(Supplied records Opens)
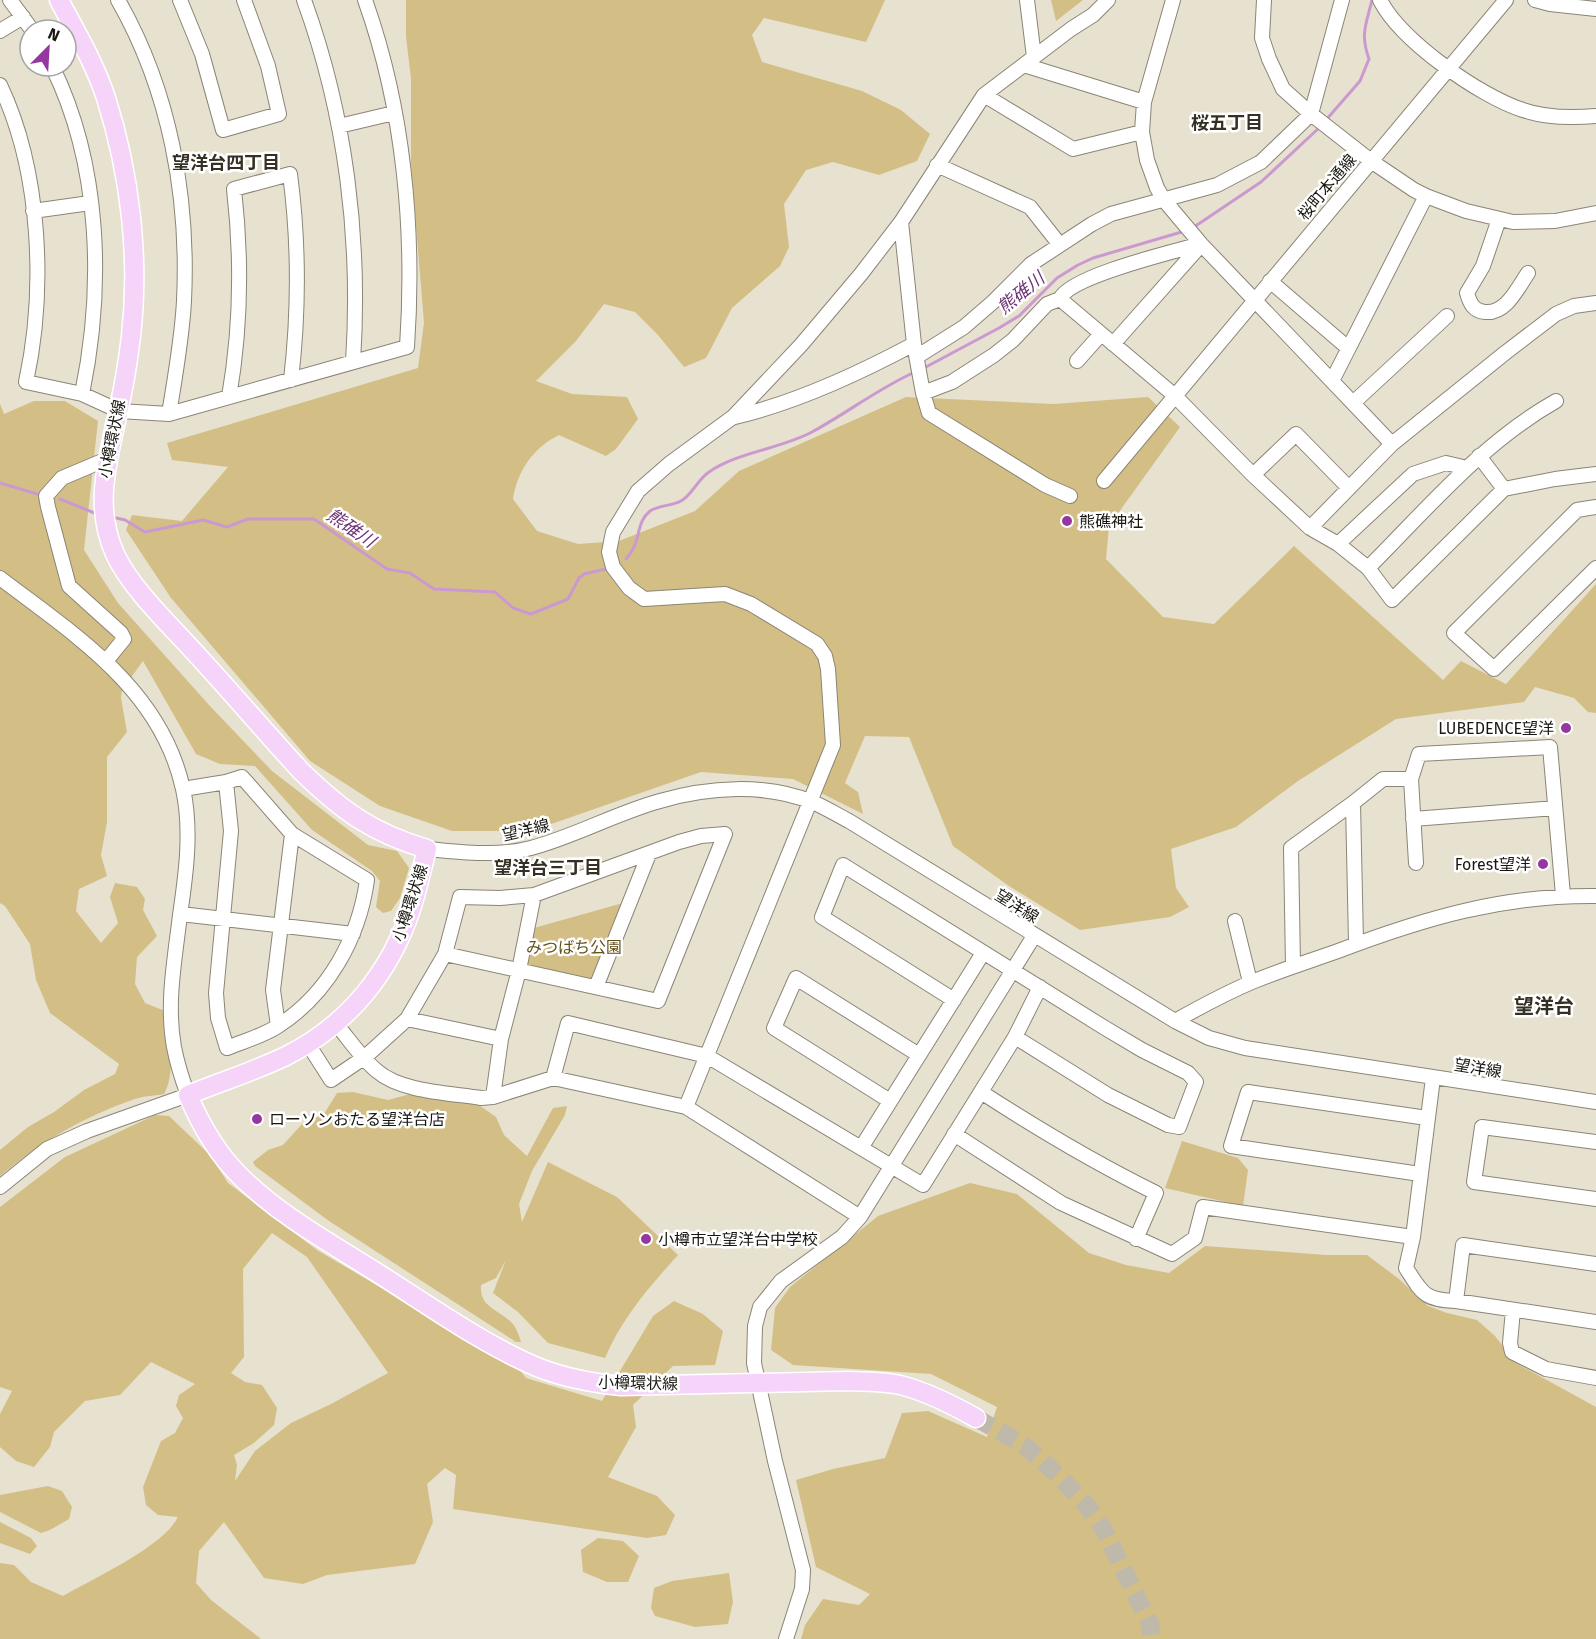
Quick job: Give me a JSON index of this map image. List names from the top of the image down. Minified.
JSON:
{"streets":{"main road":["小樽環状線"],"street":["桜町本通線","望洋線"]},"crossings":[["小樽環状線","望洋線"]],"districts":["桜五丁目","望洋台四丁目","望洋台三丁目","望洋台"],"water":["熊碓川"],"parks":["みつばち公園"],"places":["熊礁神社","LUBEDENCE望洋","Forest望洋","ローソンおたる望洋台店","小樽市立望洋台中学校"],"north":"top right"}
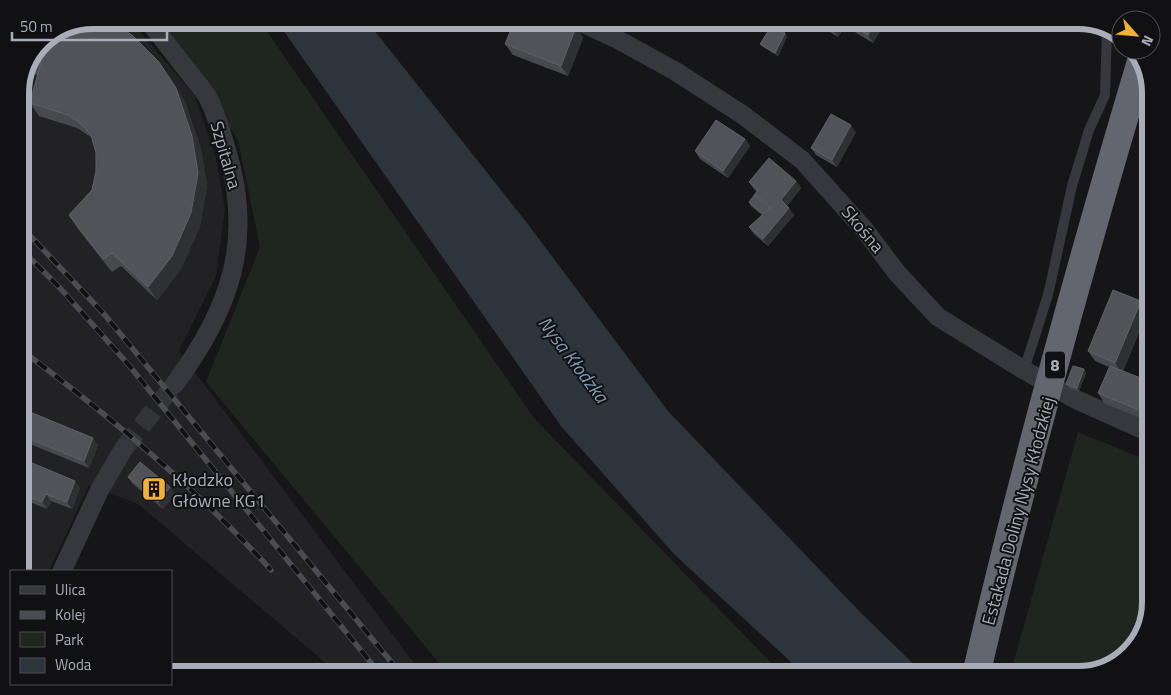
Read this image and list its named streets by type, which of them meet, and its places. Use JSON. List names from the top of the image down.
{
  "streets": {
    "highway": ["8", "Estakada Doliny Nysy Kłodzkiej"],
    "street": ["Szpitalna", "Skośna"]
  },
  "water": ["Nysa Kłodzka"],
  "places": {
    "building": ["Kłodzko Główne KG1"]
  },
  "legend": [
    "Ulica",
    "Kolej",
    "Park",
    "Woda"
  ],
  "scale_bar": "50 m",
  "north": "bottom right"
}
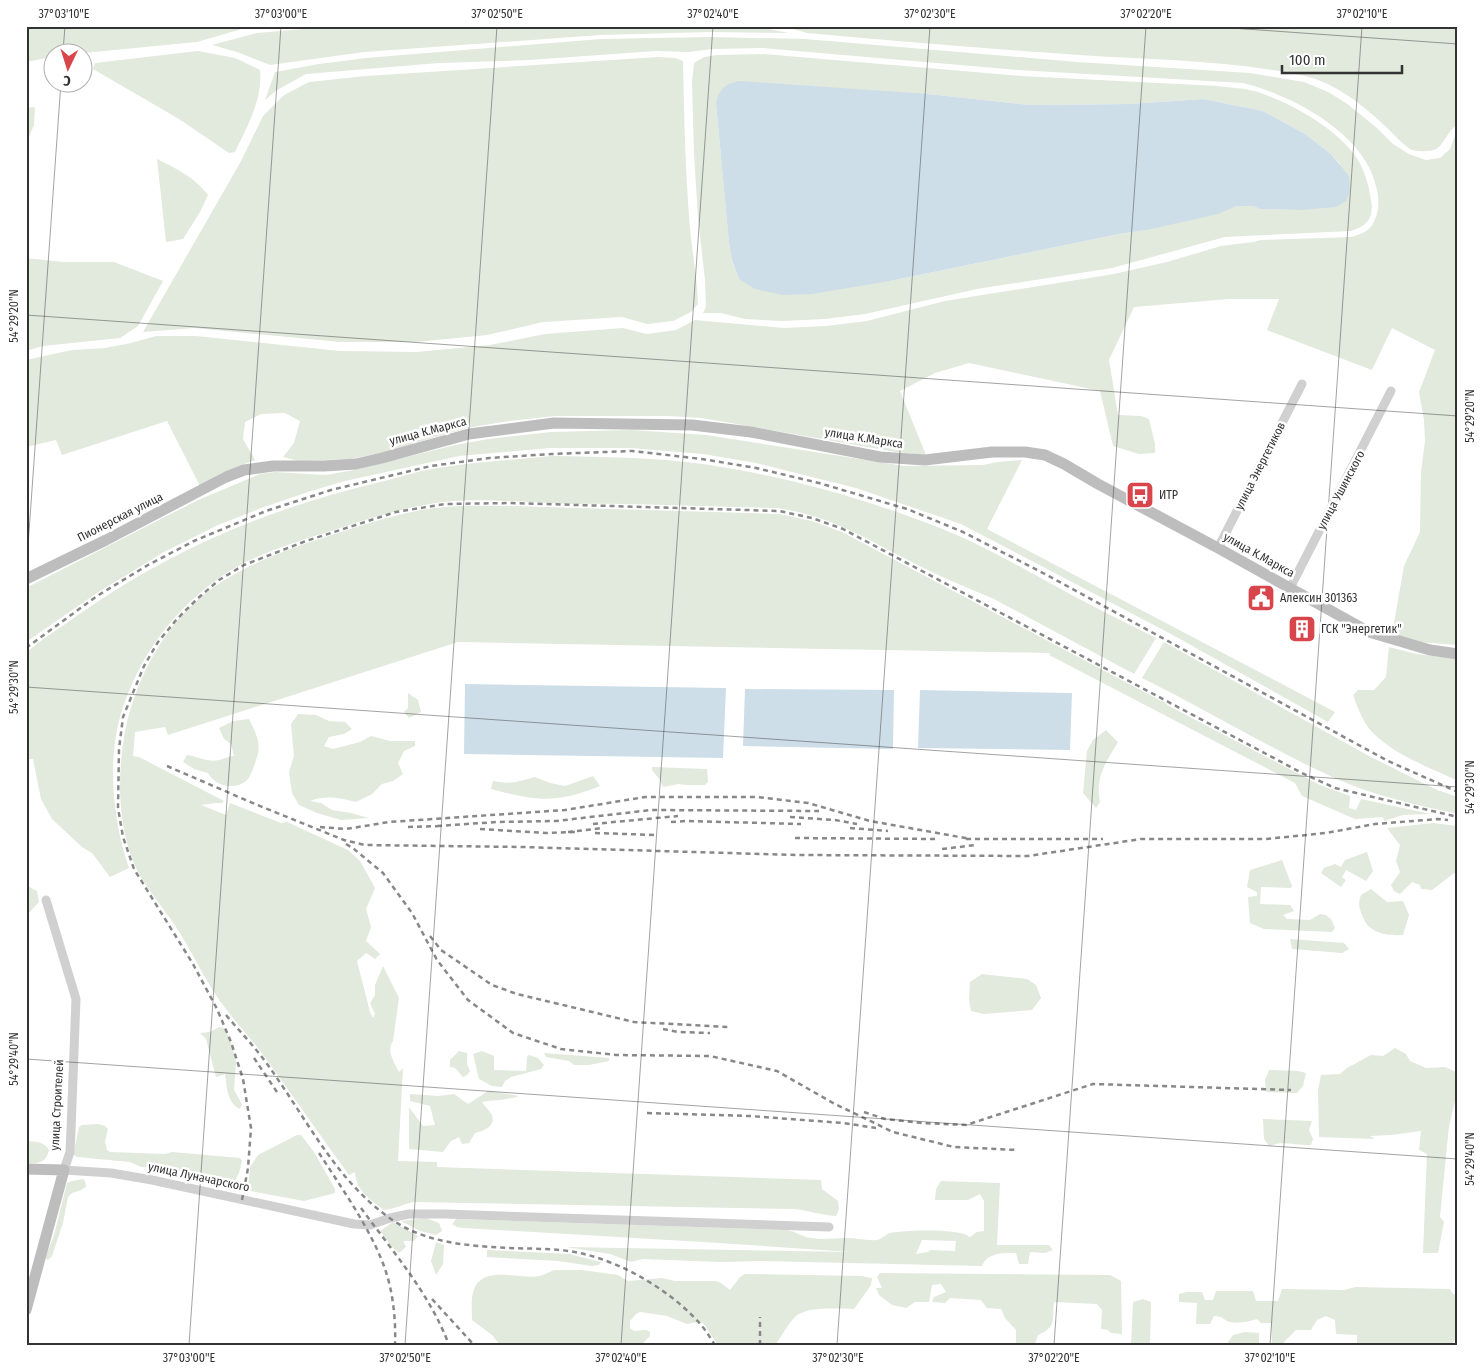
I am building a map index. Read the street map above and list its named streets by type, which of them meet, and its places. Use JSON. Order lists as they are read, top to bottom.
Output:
{
  "streets": {
    "main road": [
      "улица К.Маркса",
      "Пионерская улица",
      "улица Строителей",
      "улица Луначарского"
    ],
    "street": ["улица Энергетиков", "улица Ушинского"]
  },
  "crossings": [
    ["улица К.Маркса", "улица Энергетиков"],
    ["улица К.Маркса", "улица Ушинского"],
    ["улица К.Маркса", "Пионерская улица"],
    ["улица Строителей", "улица Луначарского"]
  ],
  "places": {
    "bus stop": ["ИТР"],
    "public building": ["Алексин 301363"],
    "building": ["ГСК \"Энергетик\""]
  },
  "scale_bar": "100 m",
  "north": "bottom",
  "coordinates": [
    "37°03'10\"E",
    "37°03'00\"E",
    "37°02'50\"E",
    "37°02'40\"E",
    "37°02'30\"E",
    "37°02'20\"E",
    "37°02'10\"E",
    "54°29'20\"N",
    "54°29'30\"N",
    "54°29'40\"N"
  ]
}
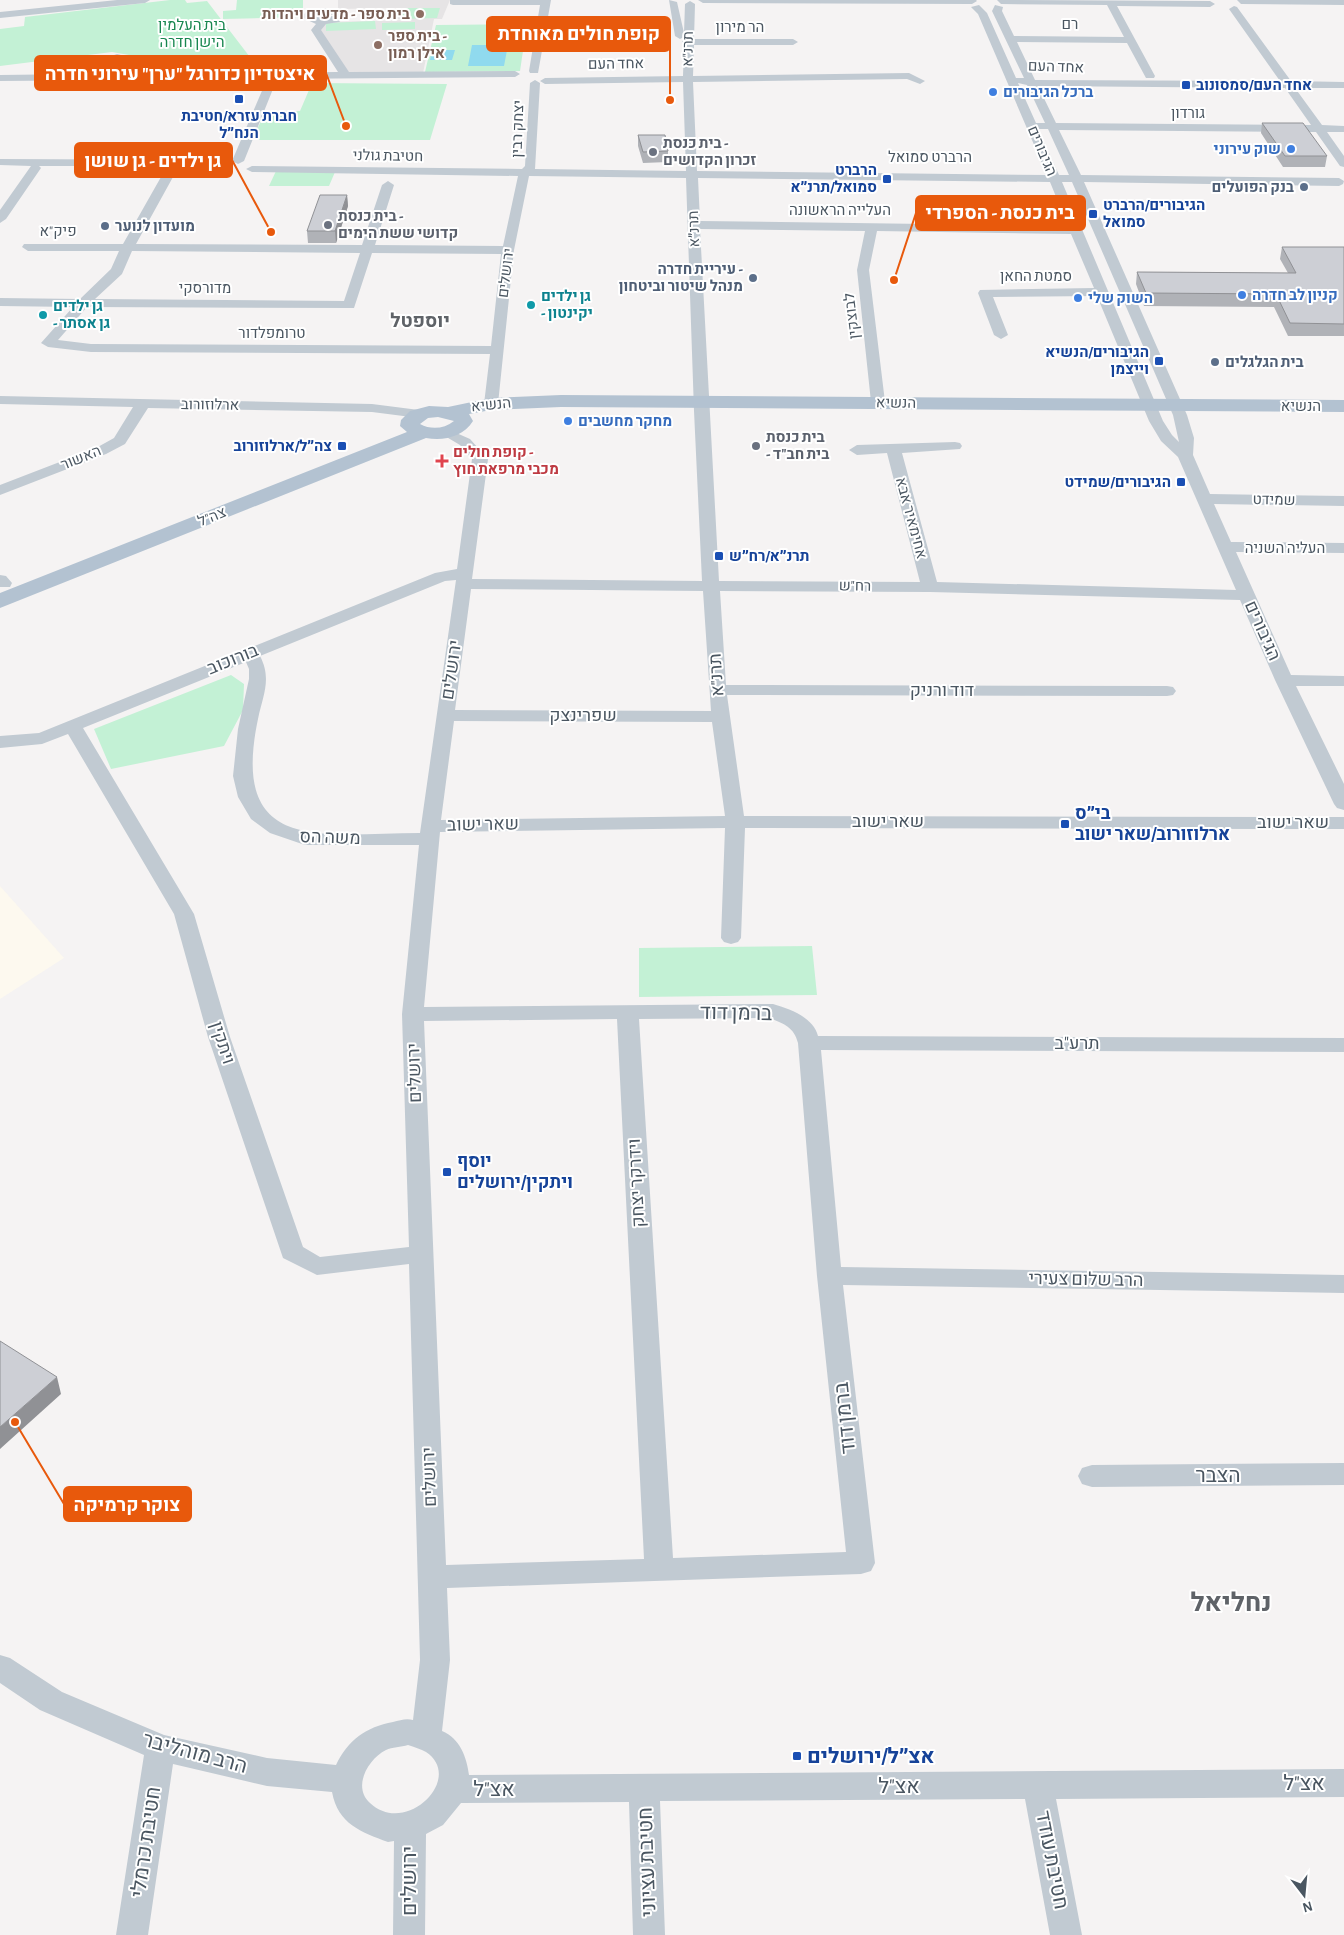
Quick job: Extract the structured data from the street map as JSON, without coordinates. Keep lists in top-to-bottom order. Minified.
(Supplied records Closes)
▶ [Activity]
Copy every line of the material in which the word "Minified" occurs.

▶ [Solution to this problem]
Quick job: Give me a JSON index of this map image. List names from the top of the image down. Minified.
Quick job: Extract the structured data from the street map as JSON, without coordinates. Keep lists in top-to-bottom order. Minified.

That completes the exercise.